(Instructions to follow): How many lines in the records below hold the string "green"? Answer with the number alone.

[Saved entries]
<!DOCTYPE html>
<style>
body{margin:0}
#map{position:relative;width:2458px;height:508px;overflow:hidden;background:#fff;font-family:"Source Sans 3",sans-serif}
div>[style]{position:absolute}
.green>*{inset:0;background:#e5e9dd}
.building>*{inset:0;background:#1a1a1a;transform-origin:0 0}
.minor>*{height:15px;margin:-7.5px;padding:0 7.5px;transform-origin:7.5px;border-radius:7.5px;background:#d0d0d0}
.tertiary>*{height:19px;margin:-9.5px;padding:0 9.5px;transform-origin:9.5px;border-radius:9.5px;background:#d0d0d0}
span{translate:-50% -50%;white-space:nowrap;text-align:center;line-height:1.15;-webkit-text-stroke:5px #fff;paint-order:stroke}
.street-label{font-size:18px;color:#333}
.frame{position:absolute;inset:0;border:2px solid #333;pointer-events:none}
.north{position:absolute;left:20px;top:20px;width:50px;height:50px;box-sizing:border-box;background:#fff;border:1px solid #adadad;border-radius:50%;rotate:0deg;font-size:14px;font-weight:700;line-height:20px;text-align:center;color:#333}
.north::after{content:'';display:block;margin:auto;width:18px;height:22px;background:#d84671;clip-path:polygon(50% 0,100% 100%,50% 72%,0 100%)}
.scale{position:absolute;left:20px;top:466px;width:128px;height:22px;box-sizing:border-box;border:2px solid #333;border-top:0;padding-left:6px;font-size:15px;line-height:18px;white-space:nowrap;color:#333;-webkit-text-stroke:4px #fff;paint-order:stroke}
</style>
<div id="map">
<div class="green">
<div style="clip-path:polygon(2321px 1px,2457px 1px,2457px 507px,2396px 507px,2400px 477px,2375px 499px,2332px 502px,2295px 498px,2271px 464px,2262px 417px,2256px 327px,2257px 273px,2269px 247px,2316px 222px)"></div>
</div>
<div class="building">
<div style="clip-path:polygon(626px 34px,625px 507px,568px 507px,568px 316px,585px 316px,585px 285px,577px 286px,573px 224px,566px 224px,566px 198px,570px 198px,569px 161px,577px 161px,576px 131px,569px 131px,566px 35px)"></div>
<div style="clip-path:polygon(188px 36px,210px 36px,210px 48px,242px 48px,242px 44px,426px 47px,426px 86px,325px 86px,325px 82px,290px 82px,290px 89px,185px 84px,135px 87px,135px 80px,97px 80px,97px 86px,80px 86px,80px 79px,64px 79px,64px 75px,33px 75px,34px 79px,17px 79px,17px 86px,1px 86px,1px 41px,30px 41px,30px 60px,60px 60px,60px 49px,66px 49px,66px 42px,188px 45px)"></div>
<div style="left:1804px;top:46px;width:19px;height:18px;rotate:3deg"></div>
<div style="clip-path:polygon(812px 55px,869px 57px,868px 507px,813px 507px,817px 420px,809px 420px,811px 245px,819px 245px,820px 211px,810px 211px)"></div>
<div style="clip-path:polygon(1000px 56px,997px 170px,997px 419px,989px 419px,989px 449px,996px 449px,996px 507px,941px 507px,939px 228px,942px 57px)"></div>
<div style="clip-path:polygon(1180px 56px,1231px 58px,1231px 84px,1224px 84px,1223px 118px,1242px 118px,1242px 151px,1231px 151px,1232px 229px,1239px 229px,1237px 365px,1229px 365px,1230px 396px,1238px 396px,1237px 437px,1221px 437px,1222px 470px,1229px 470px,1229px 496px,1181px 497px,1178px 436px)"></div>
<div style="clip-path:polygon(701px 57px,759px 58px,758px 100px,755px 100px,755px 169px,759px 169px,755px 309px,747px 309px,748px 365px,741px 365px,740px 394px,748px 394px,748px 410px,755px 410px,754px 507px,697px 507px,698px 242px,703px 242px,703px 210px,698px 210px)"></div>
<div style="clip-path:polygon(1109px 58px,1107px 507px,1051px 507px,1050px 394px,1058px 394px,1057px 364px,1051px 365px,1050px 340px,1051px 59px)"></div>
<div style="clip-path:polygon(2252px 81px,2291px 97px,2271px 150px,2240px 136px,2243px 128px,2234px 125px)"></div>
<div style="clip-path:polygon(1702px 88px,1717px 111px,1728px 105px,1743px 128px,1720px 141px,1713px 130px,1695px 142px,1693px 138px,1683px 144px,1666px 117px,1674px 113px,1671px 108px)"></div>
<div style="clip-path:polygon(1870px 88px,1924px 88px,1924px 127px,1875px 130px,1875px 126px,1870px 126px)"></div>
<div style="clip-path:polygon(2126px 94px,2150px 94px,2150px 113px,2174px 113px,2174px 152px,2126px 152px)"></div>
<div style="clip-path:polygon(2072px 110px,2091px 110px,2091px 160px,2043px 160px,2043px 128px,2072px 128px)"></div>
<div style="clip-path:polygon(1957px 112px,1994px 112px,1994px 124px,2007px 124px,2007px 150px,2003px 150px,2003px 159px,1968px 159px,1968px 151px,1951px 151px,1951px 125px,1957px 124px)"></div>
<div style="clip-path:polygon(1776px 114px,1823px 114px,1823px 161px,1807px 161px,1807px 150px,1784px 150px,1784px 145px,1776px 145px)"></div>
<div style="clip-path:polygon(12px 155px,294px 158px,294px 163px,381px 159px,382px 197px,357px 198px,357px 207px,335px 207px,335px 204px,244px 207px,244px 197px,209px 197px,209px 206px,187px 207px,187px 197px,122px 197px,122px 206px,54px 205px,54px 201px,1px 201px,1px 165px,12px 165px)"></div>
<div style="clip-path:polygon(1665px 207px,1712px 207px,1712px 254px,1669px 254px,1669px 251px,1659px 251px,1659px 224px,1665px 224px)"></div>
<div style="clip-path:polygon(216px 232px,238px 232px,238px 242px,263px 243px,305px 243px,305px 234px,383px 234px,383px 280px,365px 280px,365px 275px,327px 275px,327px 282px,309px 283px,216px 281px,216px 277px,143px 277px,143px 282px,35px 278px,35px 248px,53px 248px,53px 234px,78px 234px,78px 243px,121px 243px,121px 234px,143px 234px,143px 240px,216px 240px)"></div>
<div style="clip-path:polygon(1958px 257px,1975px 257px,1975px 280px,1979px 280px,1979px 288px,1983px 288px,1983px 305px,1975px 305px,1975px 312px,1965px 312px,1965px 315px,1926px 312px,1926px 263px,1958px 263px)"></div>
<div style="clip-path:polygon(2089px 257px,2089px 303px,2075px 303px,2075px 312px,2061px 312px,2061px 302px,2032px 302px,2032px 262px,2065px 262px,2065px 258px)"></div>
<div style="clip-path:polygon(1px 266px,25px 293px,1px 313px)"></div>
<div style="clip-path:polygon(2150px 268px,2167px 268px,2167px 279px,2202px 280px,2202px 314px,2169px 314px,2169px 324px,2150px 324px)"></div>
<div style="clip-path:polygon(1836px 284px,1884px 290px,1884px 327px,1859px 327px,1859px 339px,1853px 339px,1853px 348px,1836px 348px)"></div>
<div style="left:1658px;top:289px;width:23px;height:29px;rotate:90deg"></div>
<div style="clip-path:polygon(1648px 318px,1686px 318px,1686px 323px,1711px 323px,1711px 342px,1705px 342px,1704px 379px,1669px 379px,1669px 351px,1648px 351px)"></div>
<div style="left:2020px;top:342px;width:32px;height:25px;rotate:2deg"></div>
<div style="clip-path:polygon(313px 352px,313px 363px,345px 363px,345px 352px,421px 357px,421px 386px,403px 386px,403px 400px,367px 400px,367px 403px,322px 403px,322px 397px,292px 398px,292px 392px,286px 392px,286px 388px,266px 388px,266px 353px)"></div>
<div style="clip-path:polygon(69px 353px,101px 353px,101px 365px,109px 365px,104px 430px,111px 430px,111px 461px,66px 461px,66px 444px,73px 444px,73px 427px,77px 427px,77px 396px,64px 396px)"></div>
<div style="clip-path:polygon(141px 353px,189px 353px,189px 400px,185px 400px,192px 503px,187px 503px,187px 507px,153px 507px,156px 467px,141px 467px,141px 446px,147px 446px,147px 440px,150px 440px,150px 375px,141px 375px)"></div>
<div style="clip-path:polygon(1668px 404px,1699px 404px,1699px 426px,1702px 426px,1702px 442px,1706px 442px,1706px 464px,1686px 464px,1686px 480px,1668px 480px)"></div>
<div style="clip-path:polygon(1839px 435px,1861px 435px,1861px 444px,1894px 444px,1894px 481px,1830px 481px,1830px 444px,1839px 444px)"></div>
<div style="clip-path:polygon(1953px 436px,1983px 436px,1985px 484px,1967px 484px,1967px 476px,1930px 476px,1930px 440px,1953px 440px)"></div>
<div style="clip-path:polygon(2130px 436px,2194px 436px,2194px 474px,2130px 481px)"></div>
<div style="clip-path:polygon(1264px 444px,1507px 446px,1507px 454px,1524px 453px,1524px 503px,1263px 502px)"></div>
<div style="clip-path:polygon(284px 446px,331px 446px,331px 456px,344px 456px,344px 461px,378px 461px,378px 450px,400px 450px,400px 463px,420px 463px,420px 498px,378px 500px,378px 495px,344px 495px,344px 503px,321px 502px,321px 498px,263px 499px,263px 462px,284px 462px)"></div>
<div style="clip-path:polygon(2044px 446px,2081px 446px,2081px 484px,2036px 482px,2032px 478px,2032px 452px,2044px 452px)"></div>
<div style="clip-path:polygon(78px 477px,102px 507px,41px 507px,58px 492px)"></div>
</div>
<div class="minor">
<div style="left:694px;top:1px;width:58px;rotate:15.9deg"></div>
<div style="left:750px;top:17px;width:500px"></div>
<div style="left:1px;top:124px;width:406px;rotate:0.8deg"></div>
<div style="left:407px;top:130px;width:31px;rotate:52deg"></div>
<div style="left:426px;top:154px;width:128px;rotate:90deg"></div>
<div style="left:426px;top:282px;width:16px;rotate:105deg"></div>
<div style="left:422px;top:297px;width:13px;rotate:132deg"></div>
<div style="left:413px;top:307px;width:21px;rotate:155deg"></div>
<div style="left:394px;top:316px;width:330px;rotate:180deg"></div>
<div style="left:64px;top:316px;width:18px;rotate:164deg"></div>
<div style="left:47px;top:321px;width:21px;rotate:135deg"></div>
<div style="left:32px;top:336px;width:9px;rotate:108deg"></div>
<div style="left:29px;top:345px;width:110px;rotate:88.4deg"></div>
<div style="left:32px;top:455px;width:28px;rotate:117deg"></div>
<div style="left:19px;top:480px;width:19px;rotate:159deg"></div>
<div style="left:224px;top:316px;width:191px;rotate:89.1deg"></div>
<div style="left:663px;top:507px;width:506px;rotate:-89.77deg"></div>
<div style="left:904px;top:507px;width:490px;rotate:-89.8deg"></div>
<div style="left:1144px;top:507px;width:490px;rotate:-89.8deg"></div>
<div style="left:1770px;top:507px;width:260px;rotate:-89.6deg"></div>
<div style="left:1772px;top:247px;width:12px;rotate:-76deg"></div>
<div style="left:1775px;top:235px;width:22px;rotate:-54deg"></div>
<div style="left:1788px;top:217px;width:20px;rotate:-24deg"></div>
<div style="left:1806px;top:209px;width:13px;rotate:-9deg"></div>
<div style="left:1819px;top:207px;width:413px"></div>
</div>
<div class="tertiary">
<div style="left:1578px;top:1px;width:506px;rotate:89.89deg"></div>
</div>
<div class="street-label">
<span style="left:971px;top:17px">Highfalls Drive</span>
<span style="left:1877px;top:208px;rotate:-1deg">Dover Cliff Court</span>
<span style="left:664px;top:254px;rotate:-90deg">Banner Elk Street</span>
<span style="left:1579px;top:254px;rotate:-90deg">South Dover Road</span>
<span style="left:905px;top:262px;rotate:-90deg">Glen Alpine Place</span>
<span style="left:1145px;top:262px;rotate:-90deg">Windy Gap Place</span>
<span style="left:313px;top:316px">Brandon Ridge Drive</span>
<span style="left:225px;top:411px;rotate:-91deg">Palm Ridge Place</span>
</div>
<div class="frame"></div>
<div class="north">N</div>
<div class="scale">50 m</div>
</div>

(Response to the task): 2